Moly rings but not torque plate honed

Yes, the cylinders need to be round.

I don't buy that the only way to hone is with a torque plate. Many engines have been made with blocks machined without torque plates that have lasted hundreds of thousands of miles. ie. the car companies do not bore and hone with torque plates and their cars go thousands of miles....

It is how good the machine work is done. If the bores are machined properly, they will hold up. Unless the block has become so weak that torquing the heads will distort the bores too much, in that case the block was no good to begin with.

Boring and honing with torque plates is a great idea. But is good to do if you have the money and need, but is not necessary for a street driven engine... For a race engine, yes...

Who is to say that the 413 in the picture was machined properly. How good was the machinist? And what condition was the machine in?

I'm one to use plates. So much so that years ago I bought my own because nobody around me had them. But lets be honest - for the first 40 years these engines were built they didn't use plates. That oil use issue looks more to be from the wrong finish (too rough) than out of round. At least looking at the amount of material removed from the scraping edge of that 2nd ring, and the fact that with 5 bolts around the bore on a 413, there would be a high spot of the wall, and a corresponding mark on the ring, exactly facing the camera in that pic if what you were thinking was true. Too rough is a much more of a common problem from the engines I've seen, and depending on the owner, it may have fixed itself if given enough time to finish seating. The older engines might have needed 500 to a few K miles on them before they'd "tighten up".

I don't know how many different blocks you two have honed but I haven't seen a single domestic V8 block that doesnt move when you torque down head bolts with a plate. Small and big Chevy, Chryslers, Fords, Buicks, Olds, Pontiacs...they ALL move, some more than others. Even the aftermarket blocks move around. 4 bolt blocks like the Fords and Pontiacs are even worse than the typical 5 bolt deals. I just finished a Dart SHP based 363ci SBF and that block moved an easy .0025".

And the reasoning that its been done that way for 40 years makes it ok doesnt make any sense, especially when you see how bad those same engines that are 40 years old with thick 5/64" rings are so worn out in 100k miles you have to bore them .030" or more just to clean them up. Personally 1/16" rings are the biggest I will use and I won't use a piston with a 5/64" ring. All my street engines use a 1.5mm ring pack, even the basic restoration deals that won't see anything for rpm or abuse. So in my book the only "correct way" to finish hone a block is with a plate, gasket, and the same hardware used in the final build. If you want to "buy" that line of thought is up to you, for me the machine work for a "street" engine has to be just as good as a "race" engine.

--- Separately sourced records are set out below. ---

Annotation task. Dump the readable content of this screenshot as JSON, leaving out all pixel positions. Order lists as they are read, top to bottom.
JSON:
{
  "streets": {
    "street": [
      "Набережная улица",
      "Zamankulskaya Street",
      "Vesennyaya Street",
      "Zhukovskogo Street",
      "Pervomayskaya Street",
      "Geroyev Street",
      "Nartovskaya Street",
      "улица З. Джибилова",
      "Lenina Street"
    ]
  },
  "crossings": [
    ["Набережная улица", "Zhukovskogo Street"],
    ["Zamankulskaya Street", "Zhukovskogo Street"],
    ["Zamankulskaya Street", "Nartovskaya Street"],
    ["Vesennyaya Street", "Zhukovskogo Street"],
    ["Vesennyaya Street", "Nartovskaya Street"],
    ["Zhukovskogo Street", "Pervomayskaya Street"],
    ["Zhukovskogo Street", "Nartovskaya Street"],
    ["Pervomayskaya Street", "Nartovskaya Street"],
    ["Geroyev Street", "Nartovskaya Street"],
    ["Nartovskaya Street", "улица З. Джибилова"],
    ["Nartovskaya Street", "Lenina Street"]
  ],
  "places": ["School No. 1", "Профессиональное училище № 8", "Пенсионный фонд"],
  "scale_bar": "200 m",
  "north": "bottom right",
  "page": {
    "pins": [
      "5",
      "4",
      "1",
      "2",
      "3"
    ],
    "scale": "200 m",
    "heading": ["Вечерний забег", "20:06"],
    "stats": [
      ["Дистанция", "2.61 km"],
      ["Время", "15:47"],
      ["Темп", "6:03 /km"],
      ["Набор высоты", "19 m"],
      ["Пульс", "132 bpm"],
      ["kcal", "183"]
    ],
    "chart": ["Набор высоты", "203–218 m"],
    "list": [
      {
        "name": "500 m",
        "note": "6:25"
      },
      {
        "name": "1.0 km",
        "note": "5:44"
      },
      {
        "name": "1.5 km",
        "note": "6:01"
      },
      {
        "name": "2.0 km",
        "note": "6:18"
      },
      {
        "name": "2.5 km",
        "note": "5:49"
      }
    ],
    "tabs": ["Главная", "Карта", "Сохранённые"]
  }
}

Maybe you guys are unaware of all the modern vehicles that have constant oil burning issues because the bores aren't round. The nice thing about the new vehicles at least is with the lighter metric ring packs they dont wear out the bores as bad as they use too. I just pulled down a 150k 6.0L LS that will clean up with a .005" hone job.

As far as the piston pictured above..it was done at a shop that won in their class in the early Engine Masters contest, and the finish was fine. For whatever reason this didn't get honed with a plate and it's pretty obvious where the oil was coming from in that photo.